## LISTED RECORDS
____
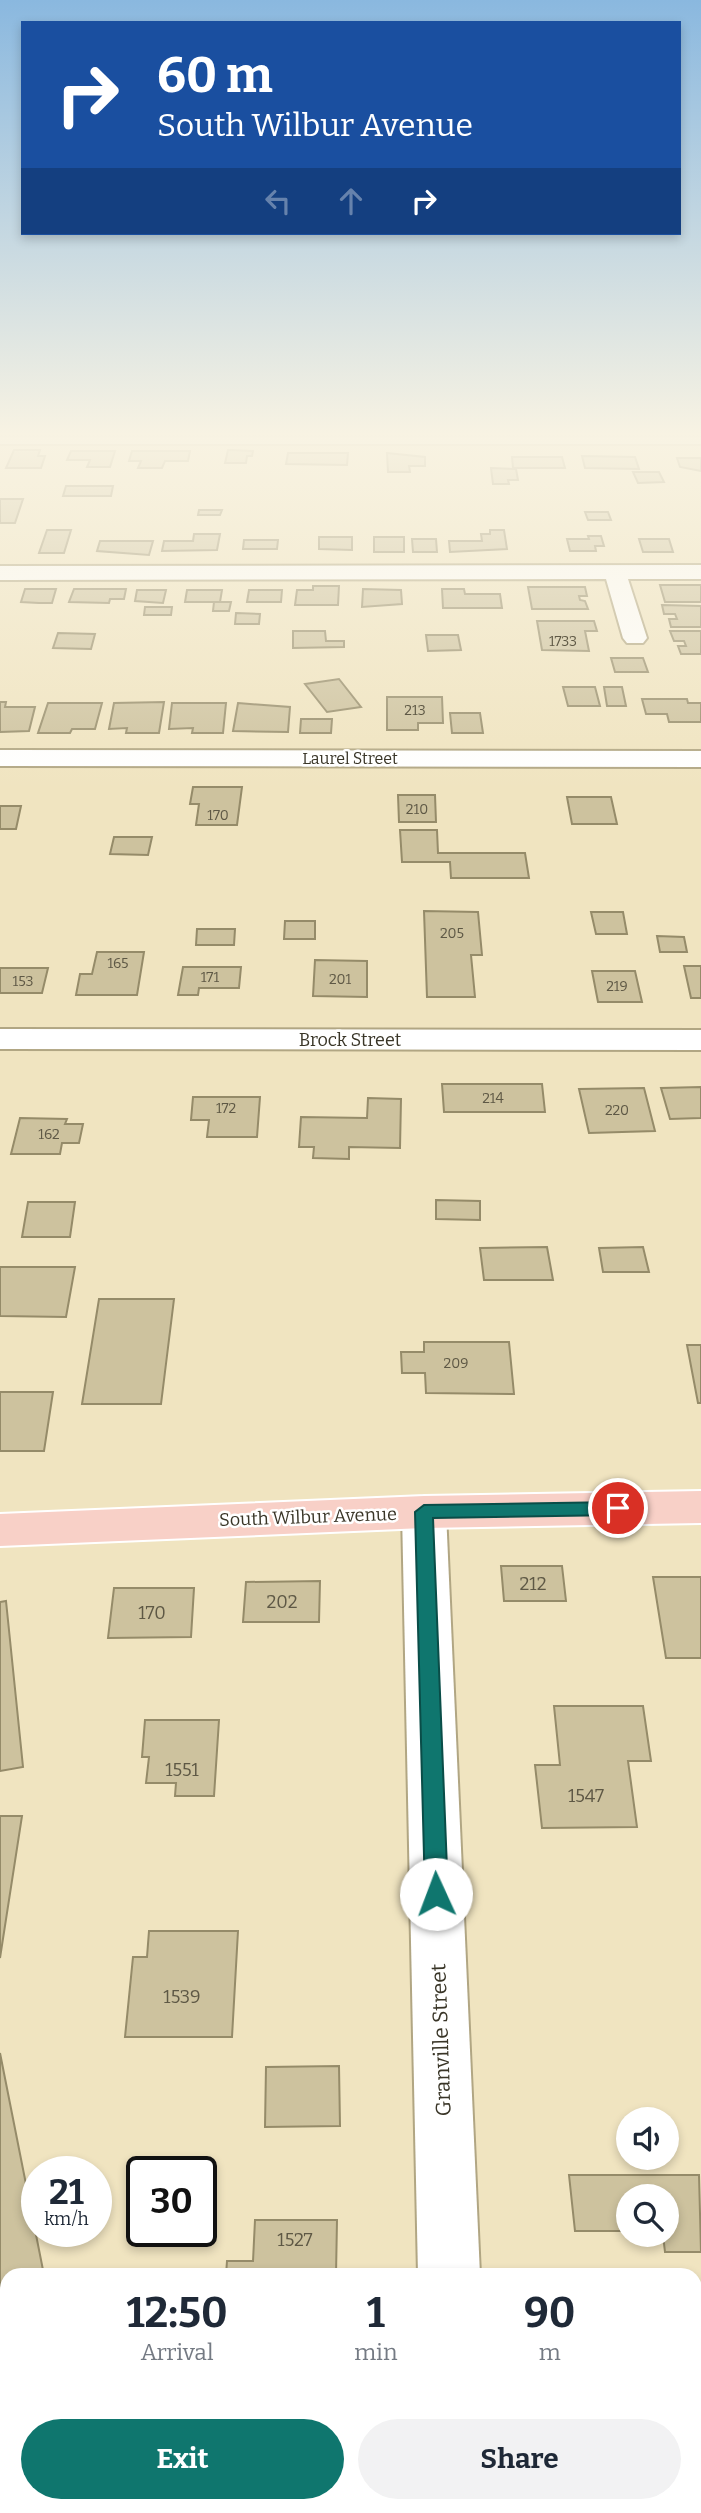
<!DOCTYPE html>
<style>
body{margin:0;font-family:Bitter,serif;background:#f2f2f3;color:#1f2937;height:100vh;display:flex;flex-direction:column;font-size:26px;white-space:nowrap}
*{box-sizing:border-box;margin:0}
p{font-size:23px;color:#747a83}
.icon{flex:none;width:38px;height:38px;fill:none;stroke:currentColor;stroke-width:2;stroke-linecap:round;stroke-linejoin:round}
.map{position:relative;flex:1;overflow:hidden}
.sheet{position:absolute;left:0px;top:2268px;width:702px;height:245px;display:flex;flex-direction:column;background:#fff;border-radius:21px 21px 0 0;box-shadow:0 4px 10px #0003}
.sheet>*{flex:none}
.banner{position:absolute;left:21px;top:21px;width:660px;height:214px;border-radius:0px;box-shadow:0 4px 10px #0003;background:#1a4fa0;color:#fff;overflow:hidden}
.controls{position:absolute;left:616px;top:2107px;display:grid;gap:14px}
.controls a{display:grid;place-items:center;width:63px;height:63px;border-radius:50%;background:#fff;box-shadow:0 4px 10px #0003;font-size:35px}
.speed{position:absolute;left:21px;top:2156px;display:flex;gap:14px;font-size:35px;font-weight:700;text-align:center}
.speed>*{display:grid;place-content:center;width:91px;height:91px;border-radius:50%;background:#fff;box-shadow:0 4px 10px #0003;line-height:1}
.speed small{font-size:18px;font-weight:400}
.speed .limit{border:4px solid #111;border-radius:10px;background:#fff;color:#111}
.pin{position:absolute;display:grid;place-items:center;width:60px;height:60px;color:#fff;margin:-30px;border:4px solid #fff;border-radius:50%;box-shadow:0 2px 7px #0007}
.me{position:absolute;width:77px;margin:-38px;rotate:358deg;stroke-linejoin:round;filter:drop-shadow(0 0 5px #0008)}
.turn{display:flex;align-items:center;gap:24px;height:147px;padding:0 21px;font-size:32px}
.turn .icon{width:91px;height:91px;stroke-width:2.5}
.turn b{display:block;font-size:49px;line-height:60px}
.lanes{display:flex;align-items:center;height:66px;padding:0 21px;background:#0003;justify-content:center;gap:35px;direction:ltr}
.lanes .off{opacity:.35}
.eta{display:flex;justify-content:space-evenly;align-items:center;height:119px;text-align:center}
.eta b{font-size:42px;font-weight:700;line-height:49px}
.button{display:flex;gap:14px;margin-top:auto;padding:14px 21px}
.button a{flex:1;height:80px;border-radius:42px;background:#0f766e;color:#fff;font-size:28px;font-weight:700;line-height:80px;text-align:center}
.button a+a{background:#f2f2f3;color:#1f2937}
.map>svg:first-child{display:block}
.building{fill:#cdc29e;stroke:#958b69;stroke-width:2}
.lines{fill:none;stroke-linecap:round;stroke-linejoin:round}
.minor-casing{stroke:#b1a683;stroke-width:4}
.major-casing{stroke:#fff;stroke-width:4}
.minor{fill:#fff;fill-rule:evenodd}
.major{fill:#f8d0c7;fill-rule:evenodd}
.route{fill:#0f766e;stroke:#0a4d48;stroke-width:2}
.labels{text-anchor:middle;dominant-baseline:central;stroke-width:5;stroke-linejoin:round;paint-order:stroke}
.number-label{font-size:14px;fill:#5e5845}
.far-street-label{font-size:16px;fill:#393527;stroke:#fff}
.street-label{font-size:18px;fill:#393527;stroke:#fff}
.near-number-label{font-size:18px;fill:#5e5845}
.near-street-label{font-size:21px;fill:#393527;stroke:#fff}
</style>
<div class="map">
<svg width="701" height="2513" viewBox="0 0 701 2513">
<rect width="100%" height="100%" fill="#f0e4c0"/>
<g class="building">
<path d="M14,450h26l-2,6h7l-4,12h-35z"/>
<path d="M228,450l25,1 -1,5h-5l-1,7h-21z"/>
<path d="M71,451h44l-5,16h-23l3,-7h-23z"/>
<path d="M132,451h58l-2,10h-23l-3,7h-24l3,-7h-12z"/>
<path d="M288,453h60l-1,12 -61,-1z"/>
<path d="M387,453l38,4v9h-16l1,6h-22z"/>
<path d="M582,456l53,1 4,12 -54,-1z"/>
<path d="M512,457h50l3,11h-52z"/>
<path d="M677,458h24v13l-21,-4z"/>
<path d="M491,468l25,1 2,11h-10l1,4h-16z"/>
<path d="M633,472h26l5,10 -26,1z"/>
<path d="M66,486h47l-2,10h-48z"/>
<path d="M0,499h23l-8,24h-15z"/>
<path d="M199,510h23l-2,5h-22z"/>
<path d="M585,512h23l3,8h-23z"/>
<path d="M47,530h24l-7,23h-25z"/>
<path d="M490,530h14l3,19 -57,3 -1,-11h33l-1,-7h9z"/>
<path d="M194,534h26l-3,16 -55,1 2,-10h29z"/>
<path d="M588,536h13l3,10h-9l1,5h-26l-3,-12h22z"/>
<path d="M319,537h33v13l-33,-1z"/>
<rect x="374" y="537" width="30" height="15"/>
<path d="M412,539h24l1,13h-24z"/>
<path d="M639,539h30l4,13h-30z"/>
<path d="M244,540h34l-1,9h-34z"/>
<path d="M100,541h53l-4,14 -52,-4z"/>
<path d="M660,585h41v17h-36z"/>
<path d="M313,586h26l-1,19h-43l2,-15h16z"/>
<path d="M528,587h57l2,9h-8l1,4 5,1 3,8h-56z"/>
<path d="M25,589h31l-4,14h-13l-18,-1z"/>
<path d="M74,589h52l-2,10h-14l-1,4 -40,-1z"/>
<path d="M363,589l38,1 1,14 -40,3z"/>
<path d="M442,589h22l1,5h35l2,14h-59z"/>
<path d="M137,590h29l-3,13 -28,-2z"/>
<path d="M187,590h35l-2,12h-35z"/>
<path d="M249,590h33l-1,12h-34z"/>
<path d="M214,602h17l-2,9h-16z"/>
<path d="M662,605l39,1v21h-30l-2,-8h8l-2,-5h-11z"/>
<path d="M145,607h27l-1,8h-27z"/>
<path d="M236,613l24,1 -1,10h-24z"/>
<path d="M537,621h57l3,10h-12l4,20 -47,-1z"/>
<path d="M293,631h32l1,10h18v6l-51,1z"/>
<path d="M670,631h31v23h-20l-3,-8h8l-2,-5h-10z"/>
<path d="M58,633l37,1 -4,15 -38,-1z"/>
<path d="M426,635h32l3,15 -33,1z"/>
<path d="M611,658h32l5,14h-33z"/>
<path d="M339,679l22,28 -34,5 -22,-28z"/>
<path d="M563,687h32l5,19h-32z"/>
<path d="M604,687h18l4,19h-19z"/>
<path d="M387,697h55l1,26h-25v7h-31z"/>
<path d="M642,699h45l1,4h13v19h-32l-2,-8h-21z"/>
<path d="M0,702h6l-1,5h30l-6,24 -29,1z"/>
<path d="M164,702l-5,31h-33l1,-5 -18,1 5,-26z"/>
<path d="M48,703h54l-7,26h-23l-2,4h-32z"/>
<path d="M172,703h54l-3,30h-31l1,-5 -24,1z"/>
<path d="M238,703l52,4 -2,25 -55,-1z"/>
<path d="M450,713h30l3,20h-31z"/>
<path d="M301,719h31l-1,14h-31z"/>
<path d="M193,787h49l-5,38h-41l3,-21h-9z"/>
<path d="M398,795h37l1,27h-37z"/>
<path d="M567,797h44l6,27h-45z"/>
<path d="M0,806h21l-5,23h-16z"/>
<path d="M400,830h37l1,23h87l4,25h-78l-1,-16h-48z"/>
<path d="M114,837h38l-4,18 -38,-1z"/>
<path d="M424,911l54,1 4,43h-11l4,42h-48z"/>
<path d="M591,912h32l4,22h-31z"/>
<path d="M285,921h30v18h-31z"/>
<path d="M197,929h38l-1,16h-38z"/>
<path d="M657,936l27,1 3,15h-27z"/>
<path d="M97,952h47l-7,43h-61l4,-21h12z"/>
<path d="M315,960l52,1v36l-54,-1z"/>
<path d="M684,966h17v32h-10z"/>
<path d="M183,967h58l-2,21h-40l-1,7h-20z"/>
<path d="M0,968h48l-6,25h-42z"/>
<path d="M592,971h43l7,31h-44z"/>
<path d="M442,1084h100l3,28h-101z"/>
<path d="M701,1087v31l-31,1 -9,-31z"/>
<path d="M644,1088l11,43 -66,2 -10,-44z"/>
<path d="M193,1097h67l-3,40h-50l2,-17h-18z"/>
<path d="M368,1098l33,1 -1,49 -51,-1v12l-36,-1 1,-11h-15l2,-30 66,1z"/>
<path d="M20,1118l47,1 -2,5h18l-4,19h-17l-2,11h-49z"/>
<path d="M436,1200l44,1v19l-44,-1z"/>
<path d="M28,1202h47l-5,35h-48z"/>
<path d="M547,1247l6,33h-69l-4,-32z"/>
<path d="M643,1247l6,25h-46l-4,-24z"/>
<path d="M0,1267h75l-9,50 -66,-1z"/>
<path d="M99,1299h75l-13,105h-79z"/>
<path d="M424,1342h85l5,52 -88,-1 -1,-20h-23l-1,-21h23z"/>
<path d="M687,1345h14v58h-3z"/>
<path d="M0,1392h53l-9,59h-44z"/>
<path d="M501,1566h61l4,35h-62z"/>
<path d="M653,1577h48v81h-35z"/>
<path d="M320,1581l-1,41h-76l3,-40z"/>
<path d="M114,1588h80l-3,49 -83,1z"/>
<path d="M6,1601l17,166 -23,4v-169z"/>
<path d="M554,1706h89l8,55h-23l9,66 -95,1 -7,-63h25z"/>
<path d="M145,1720h74l-5,76h-39l1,-13h-30l3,-26h-7z"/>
<path d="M0,1816h22l-22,142z"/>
<path d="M149,1931h89l-6,106h-107l8,-80h14z"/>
<path d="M0,2053l44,222h-37v25l-7,2z"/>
<path d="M339,2066l1,60 -75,1 1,-60z"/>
<path d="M569,2175h130l2,77h-36l-2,-17h4v-39h-39v35h-53z"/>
<path d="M255,2220h82l-1,55h-110l1,-14h26z"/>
<path d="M7,2366v140h87l1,7h-95v-146z"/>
<path d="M613,2506h44l1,7h-45z"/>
</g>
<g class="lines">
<g class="minor-casing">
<g id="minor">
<rect x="0" y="437" width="701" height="7"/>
<path d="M701,565v14h-73l19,59 -4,5h-16l-4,-5 -17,-59 -606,1v-14z"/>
<path d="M0,750l701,1v16l-701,-1z"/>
<path d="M0,1029l701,1v20l-701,-1z"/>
<path d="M424,1496l16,5 6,11 34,763h-62l-16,-763 6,-11z"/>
<path d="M422,2506h68l1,7h-68z"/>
</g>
</g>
<g class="major-casing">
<path id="major" d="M701,1491v32l-277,5 -424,18v-32l424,-18z"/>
</g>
<use href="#minor" class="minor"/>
<use href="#major" class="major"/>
</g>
<linearGradient id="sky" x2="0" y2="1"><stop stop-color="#8ab8df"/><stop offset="0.55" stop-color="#f8f3e3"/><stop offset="1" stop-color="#f8f3e3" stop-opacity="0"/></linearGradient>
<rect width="701" height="789" fill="url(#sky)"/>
<path class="route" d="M618,1502l9,6 -9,7 -185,3 15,376 -4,6 -8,3 -7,-3 -4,-6 -10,-382 9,-7z"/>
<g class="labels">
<g class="number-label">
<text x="563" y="641">1733</text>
<text x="415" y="710">213</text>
<text x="417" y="809">210</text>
<text x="218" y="815">170</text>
<text x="452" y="933">205</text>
<text x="118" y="963">165</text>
<text x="210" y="977">171</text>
<text x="340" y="979">201</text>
<text x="23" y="981">153</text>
<text x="617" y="986">219</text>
<text x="493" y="1098">214</text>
<text x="226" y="1108">172</text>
<text x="617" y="1110">220</text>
<text x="49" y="1134">162</text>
<text x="456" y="1363">209</text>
</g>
<g class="far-street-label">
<text x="350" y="758">Laurel Street</text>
</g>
<g class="street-label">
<text x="350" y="1040">Brock Street</text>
<text transform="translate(308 1517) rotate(-2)">South Wilbur Avenue</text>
</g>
<g class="near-number-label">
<text x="533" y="1584">212</text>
<text x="282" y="1602">202</text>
<text x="152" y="1613">170</text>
<text x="182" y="1770">1551</text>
<text x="586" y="1796">1547</text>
<text x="182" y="1997">1539</text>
<text x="295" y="2240">1527</text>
</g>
<g class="near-street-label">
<text transform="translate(441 2040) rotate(-92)">Granville Street</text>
</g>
</g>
</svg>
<div class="controls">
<a><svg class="icon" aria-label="sound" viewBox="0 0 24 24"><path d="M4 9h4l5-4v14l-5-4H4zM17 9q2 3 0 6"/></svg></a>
<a><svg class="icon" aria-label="search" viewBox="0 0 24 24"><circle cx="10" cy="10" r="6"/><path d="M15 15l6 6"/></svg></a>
</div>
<div class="speed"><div>21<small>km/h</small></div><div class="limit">30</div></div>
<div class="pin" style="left:618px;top:1508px;background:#d93025"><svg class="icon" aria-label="arrive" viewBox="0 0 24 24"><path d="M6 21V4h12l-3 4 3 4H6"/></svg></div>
<svg class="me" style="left:436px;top:1894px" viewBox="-20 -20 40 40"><circle r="19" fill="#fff"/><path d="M0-13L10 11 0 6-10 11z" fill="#0f766e"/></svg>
<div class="banner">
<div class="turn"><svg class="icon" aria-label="right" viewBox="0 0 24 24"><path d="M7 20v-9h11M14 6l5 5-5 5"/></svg><div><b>60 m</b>South Wilbur Avenue</div></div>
<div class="lanes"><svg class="icon off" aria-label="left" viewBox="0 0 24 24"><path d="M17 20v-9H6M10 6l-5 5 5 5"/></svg><svg class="icon off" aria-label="ahead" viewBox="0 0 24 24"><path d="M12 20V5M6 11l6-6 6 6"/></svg><svg class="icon" aria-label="right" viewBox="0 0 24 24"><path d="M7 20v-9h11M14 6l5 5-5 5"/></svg></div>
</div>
<section class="sheet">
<div class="eta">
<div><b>12:50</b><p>Arrival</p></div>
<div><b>1</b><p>min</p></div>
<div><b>90</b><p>m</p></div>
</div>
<div class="button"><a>Exit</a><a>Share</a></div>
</section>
</div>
____
## ACTIVITY
From the listing above, collect each line in which the string "rule" appears.

## ANSWER BOX
.minor{fill:#fff;fill-rule:evenodd}
.major{fill:#f8d0c7;fill-rule:evenodd}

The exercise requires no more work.